Мне ужасно не нравились его удушливые сигары, которые комиссар к тому же курил непрерывно, прикуривая одну от другой, но с этим уж приходилось мириться.
— И все же интуиция мне подсказывает: для племянника смерть старухи не была неожиданной, — настойчиво продолжал Тренер. — И если не сам он ее убил, были у него сообщники. Признаюсь, я даже установил за ним слежку и распорядился подслушивать несколько дней все его телефонные разговоры. Если начальство об этом узнает, мне не поздоровится. Но это ничего не дало. Никаких подозрительных встреч или разговоров.
— Нет, вы ошибаетесь, Жан-Поль, — сказал Морис. — В данном случае интуиция вас подвела. Это не убийство, а глупая, трагическая ошибка. Урсула устала, чем-нибудь отвлеклась, вот и ввела старухе слишком большую дозу морфина. Может, спутала шприцы, подумала, что это инсулин.
— Хотел бы я, чтобы все обстояло именно так и вы оказались правы, — вздохнул комиссар. — Но я старый полицейский волк и привык доверять своей интуиции. Она меня редко обманывала. И я не люблю незаконченных дел, не распутанных до конца так, чтобы они стали мне совершенно ясны. Тревожат они, как заноза в душе, нет-нет да и напоминают о себе. А это дело как раз такое…

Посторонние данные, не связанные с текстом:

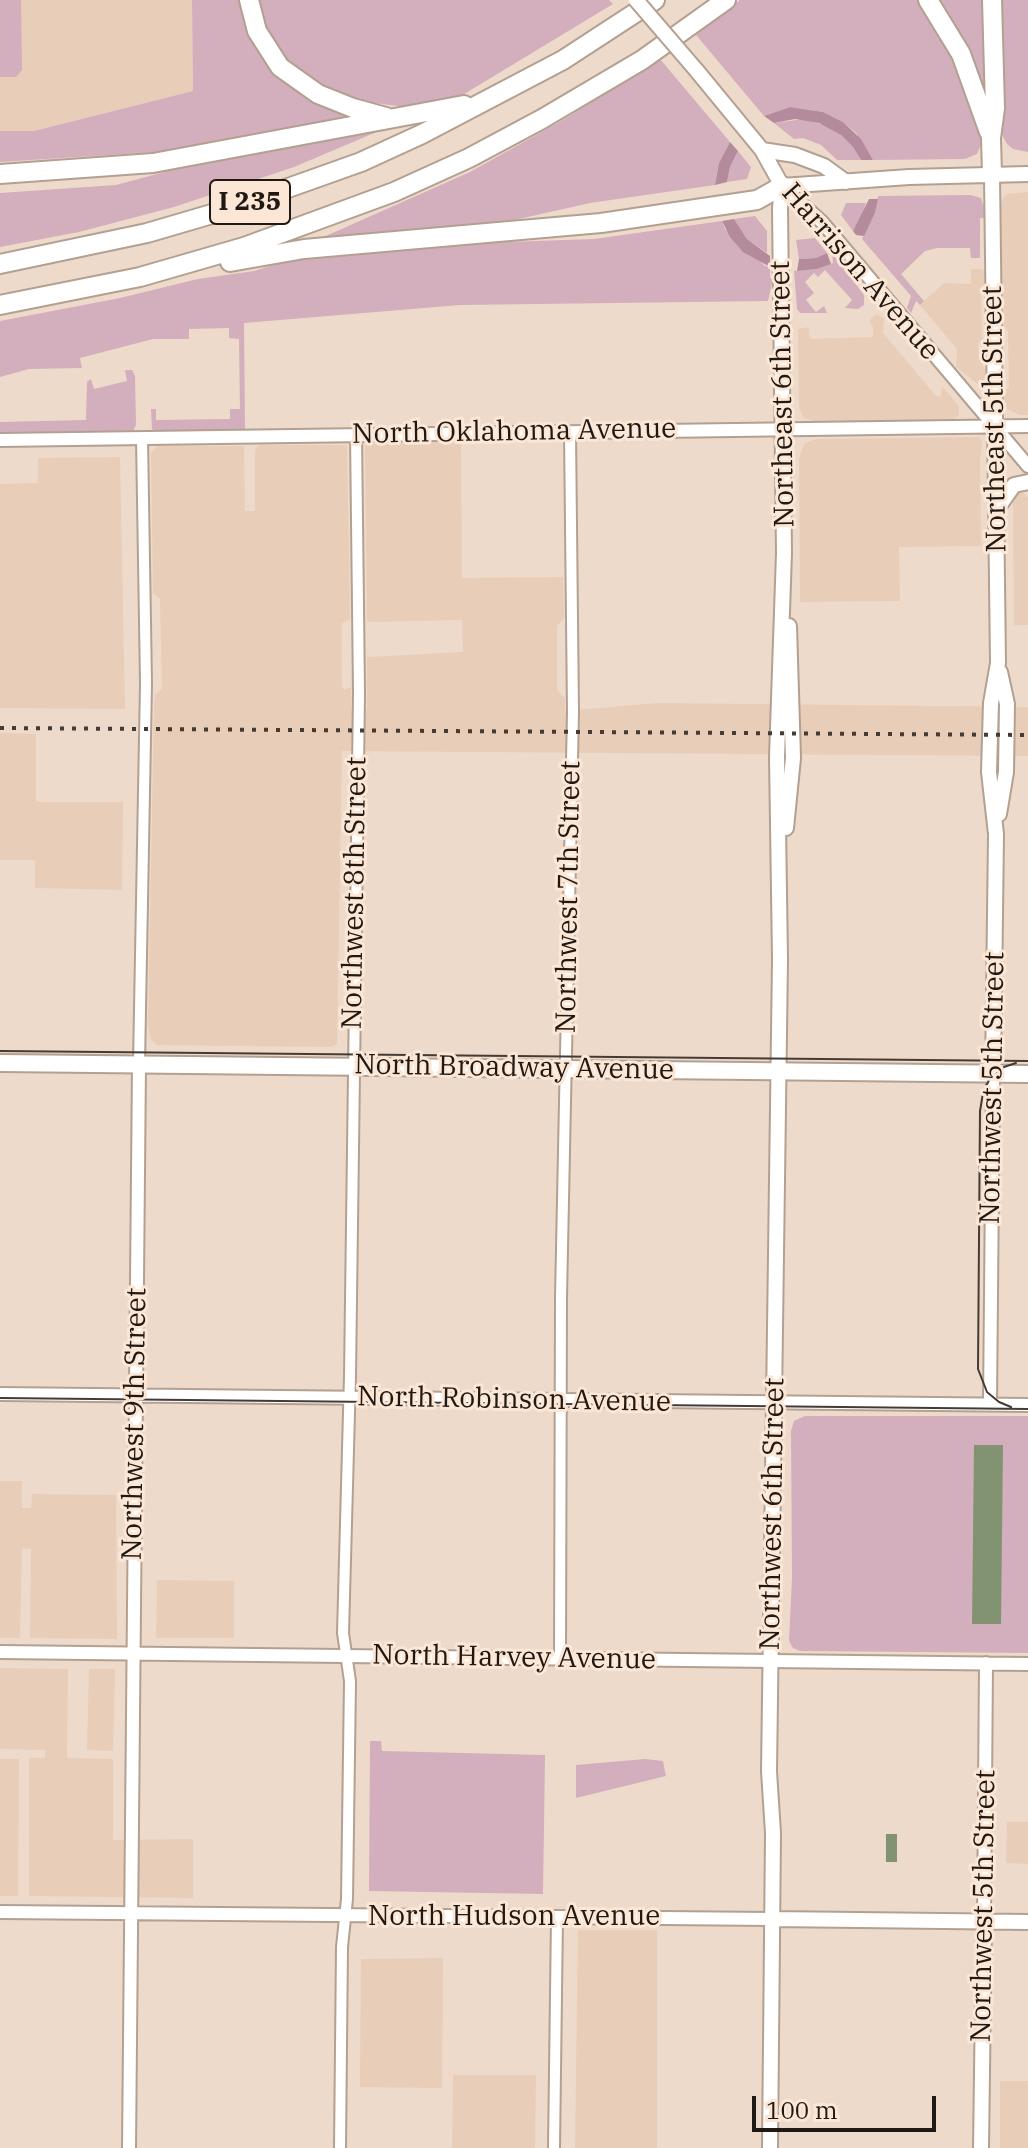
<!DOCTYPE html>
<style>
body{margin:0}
#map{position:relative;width:1028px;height:2148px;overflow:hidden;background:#eedaca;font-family:"IBM Plex Serif",serif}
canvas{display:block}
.scale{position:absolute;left:752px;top:2096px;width:184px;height:36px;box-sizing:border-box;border:4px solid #201913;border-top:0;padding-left:10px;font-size:24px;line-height:28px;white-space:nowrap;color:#201913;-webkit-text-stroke:6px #fce7d6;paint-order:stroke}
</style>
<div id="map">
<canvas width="1028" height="2148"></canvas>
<div class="scale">100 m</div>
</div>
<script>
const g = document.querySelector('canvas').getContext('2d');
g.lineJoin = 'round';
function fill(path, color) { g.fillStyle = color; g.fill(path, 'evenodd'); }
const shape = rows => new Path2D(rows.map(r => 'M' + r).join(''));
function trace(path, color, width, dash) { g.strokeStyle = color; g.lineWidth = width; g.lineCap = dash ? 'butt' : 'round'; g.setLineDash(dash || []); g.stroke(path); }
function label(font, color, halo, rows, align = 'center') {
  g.font = font + ' "IBM Plex Serif",serif'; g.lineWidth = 6; g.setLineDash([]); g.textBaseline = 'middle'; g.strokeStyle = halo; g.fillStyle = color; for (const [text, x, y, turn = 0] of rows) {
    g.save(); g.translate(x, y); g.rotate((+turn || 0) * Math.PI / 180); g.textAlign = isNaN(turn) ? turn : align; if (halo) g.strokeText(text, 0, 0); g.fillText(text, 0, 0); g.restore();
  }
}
const built = shape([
 [0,0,192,0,193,91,34,131,0,131],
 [1028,192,1028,415,1020,415,1007,409,1003,400,1003,394,1009,387,1008,331,1002,325,1000,209,1002,200,1007,194],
 [971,269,982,269,985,272,985,285,981,287,982,340,978,343,979,357,986,372,986,381,980,386,956,367,957,349,920,305,944,283,971,284],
 [876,314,884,318,883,333,936,396,941,396,942,386,959,406,959,415,956,418,950,421,816,422,804,418,799,408,798,329,809,327,810,339,873,337,873,327,869,321],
 [980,437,982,444,980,460,981,546,899,547,900,601,800,602,799,458,805,443,817,439],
 [461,442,462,578,563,577,564,618,557,626,557,690,565,698,565,711,658,703,1028,707,1028,756,342,751,337,1044,331,1047,156,1045,151,1039,148,1027,154,707,155,695,162,689,160,599,153,593,151,452,158,446,244,446,245,511,255,511,255,450,259,445,347,445,350,620,342,623,342,686,344,690,351,687,351,709,367,709,367,657,463,652,462,620,367,622,365,446,370,443],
 [120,457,125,709,0,708,0,484,38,483,38,458],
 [1016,492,1024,493,1028,497,1028,625,1014,625,1013,495],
 [0,733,36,734,36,802,123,802,122,890,35,888,35,860,0,860],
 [0,1481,22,1481,22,1508,31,1508,32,1494,116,1495,117,1639,30,1638,31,1549,22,1548,20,1638,0,1638],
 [157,1580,234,1581,234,1638,156,1638],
 [0,1668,68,1669,67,1758,113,1759,113,1840,193,1839,193,1898,29,1896,29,1758,45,1758,45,1750,0,1749],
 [89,1669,115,1669,113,1751,87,1750],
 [0,1759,19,1759,18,1896,0,1896],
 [1007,1822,1028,1822,1028,1864,1006,1863],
 [578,1930,657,1930,657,2148,575,2148],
 [443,1958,442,2088,360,2087,361,1959],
 [453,2075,536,2075,535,2148,452,2148],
 [1000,2081,1028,2081,1028,2148,1000,2148]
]);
const green = shape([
 [0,0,21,0,22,70,16,77,0,77],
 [192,0,242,0,254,39,352,114,351,119,187,150,0,162,0,131,34,131,193,91],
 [256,0,609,0,613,4,456,99,406,107,358,101,312,83,292,67,277,51,266,33],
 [740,0,921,0,942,31,976,115,981,144,977,154,965,159,873,160,856,133,843,122,823,112,790,107,764,116,696,35],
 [936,0,987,0,988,97,983,97],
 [998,0,1028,0,1028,152,1013,149,1007,144,1000,131],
 [660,59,730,142,719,163,715,185,590,203,492,225,319,239,470,172,563,120],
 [804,119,827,126,841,135,853,147,861,160,837,160,821,145,803,138,794,139,774,123],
 [378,128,379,131,294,167,174,207,79,232,0,247,0,193,116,185,216,158],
 [738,151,751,167,747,179,727,182,730,167],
 [970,195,981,198,984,207,984,218,980,218,980,258,971,258,970,248,937,248,925,251,901,274,924,301,920,305,916,301,911,313,907,308,911,296,862,239,875,213,878,196],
 [846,203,866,203,861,217,853,231,841,215],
 [755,216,767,231,767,253,747,239,734,219],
 [722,221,725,229,765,266,770,267,770,278,773,278,768,301,460,305,244,323,245,430,157,432,152,429,151,409,156,409,156,420,230,419,230,409,240,409,239,339,229,338,229,328,189,329,189,339,153,339,80,358,82,368,29,369,0,377,0,321,120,298,198,279,254,271,303,256,418,245,594,239],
 [815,238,827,253,816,258,799,259,796,240],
 [832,253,864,295,864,305,858,309,845,308,852,300,825,270,818,277,814,273,805,282,814,293,806,300,816,312,824,306,827,313,800,313,797,309,794,271,817,269,833,263],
 [125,370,132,370,135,376,136,425,133,431,0,434,0,422,86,420,87,382,91,379,94,389,127,381],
 [805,1416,1028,1416,1028,1653,800,1651,793,1648,789,1641,792,1578,791,1431,794,1421],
 [370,1741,381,1741,382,1751,545,1755,543,1894,369,1891],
 [645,1759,663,1761,666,1776,576,1798,576,1765]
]);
const forest = shape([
 [790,107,823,112,843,122,861,139,873,160,861,160,853,147,841,135,819,123,795,119,774,123,764,116],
 [730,142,738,151,730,167,727,182,715,185,719,163],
 [869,199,878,199,875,213,864,236,856,235,853,231],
 [734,219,747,239,770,256,770,267,743,252,730,237,722,221],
 [827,253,831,264,817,269,797,271,799,259,816,258]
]);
const water = shape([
 [974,1445,1003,1445,1001,1624,972,1624],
 [886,1834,897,1834,897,1862,886,1862]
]);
const minor = shape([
 [139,1064,146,683,142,438],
 [560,1658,561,1297,573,712,570,432],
 [340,2148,342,1947,347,1899,350,1681,343,1633,350,1376,359,693,356,434],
 [554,2148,557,1917]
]);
const tertiary = shape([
 [782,186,822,222,1028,466],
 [0,440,1028,426],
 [0,1394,1028,1405],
 [990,1404,993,1074],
 [0,1652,1028,1664],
 [0,1912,772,1919],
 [984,1921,986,1663],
 [129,2148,139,1064]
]);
const secondary = shape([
 [697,71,762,150,782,186],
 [762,150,795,155,824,166,846,182],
 [992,175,998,663,991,703,989,772,996,834,993,1074],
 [782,186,909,177,1028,174],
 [997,509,1014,485,1028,482],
 [999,814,1006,772,1007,704,1000,672],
 [786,828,793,758,789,626],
 [772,1919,1028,1922],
 [770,2148,773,1833,769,1771,780,959,777,757,784,553,780,208,782,186],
 [981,2148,984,1921]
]);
const primary = shape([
 [0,1063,1028,1074]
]);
const motorway = shape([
 [249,0,257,31,280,67,318,94,353,108,386,117],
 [928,0,961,54,989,132],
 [992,0,995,108,991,138,992,175],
 [0,174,153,163,464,105],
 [230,262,304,249,601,223,757,200,782,186],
 [0,264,147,233,229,209,361,162,422,134,563,60,655,0],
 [0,305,140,277,244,247,394,192,469,158,542,119,642,60,726,0]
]);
const tram = shape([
 [0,1051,1028,1061],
 [0,1398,1028,1409],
 [1011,1407,999,1402,987,1392,978,1369,980,1111,983,1093,989,1080,1004,1067,1016,1063]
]);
const rail = shape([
 [0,728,1028,735]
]);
const secondaryBridge = shape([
 [636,0,697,71]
]);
const shields = [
 [250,202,80]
];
const shieldNames = [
 ["I 235",250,202]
];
const streetNames = [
 ["Harrison Avenue",860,272,49],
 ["Northeast 6th Street",783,394,-91],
 ["Northeast 5th Street",995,419,-91],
 ["North Oklahoma Avenue",514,432,-1],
 ["Northwest 8th Street",355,893,-89],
 ["Northwest 7th Street",569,897,-89],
 ["North Broadway Avenue",514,1068,1],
 ["Northwest 5th Street",993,1088,-89],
 ["North Robinson Avenue",514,1400,1],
 ["Northwest 9th Street",135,1424,-89],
 ["Northwest 6th Street",773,1514,-89],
 ["North Harvey Avenue",514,1658,1],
 ["Northwest 5th Street",984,1906,-89],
 ["North Hudson Avenue",514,1917]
];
fill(built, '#e8cdb9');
fill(green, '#d3aebd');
fill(forest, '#b48b9c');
fill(water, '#829371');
trace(minor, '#b3a090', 14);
trace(tertiary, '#b3a090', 16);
trace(secondary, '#b3a090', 18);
trace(primary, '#b3a090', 20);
trace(motorway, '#b3a090', 22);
trace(minor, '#fff', 10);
trace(tertiary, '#fff', 12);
trace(secondary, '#fff', 14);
trace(primary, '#fff', 16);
trace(motorway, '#fff', 18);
trace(tram, '#453b34', 2);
trace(rail, '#453b34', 4, [4, 8]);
trace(secondaryBridge, '#b3a090', 18, []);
trace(secondaryBridge, '#fff', 14);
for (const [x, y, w] of shields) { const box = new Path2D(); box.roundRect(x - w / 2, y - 22, w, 44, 6); g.fillStyle = '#fce7d6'; g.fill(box); trace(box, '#201913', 2); }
label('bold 26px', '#201913', null, shieldNames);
label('28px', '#201913', '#fce7d6', streetNames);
</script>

Прошло полтора года. Мы уже начали постепенно забывать бедняжку Урсулу и всю эту ужасную историю. Первое время о ней еще напоминало имя Альфреда Бромбаха и его фотографии, часто мелькавшие в разделах спорта и светской хроники «Нойе цюрихер цейтунг». Получив наследство, он наслаждался свалившимся на него богатством, жил на широкую ногу, участвовал в гонках на каких-то удивительных автомашинах, сделанных по его специальному заказу, получал призы, устраивал приемы и празднества. Ему-то крепко повезло, не то что бедняжке Урсуле.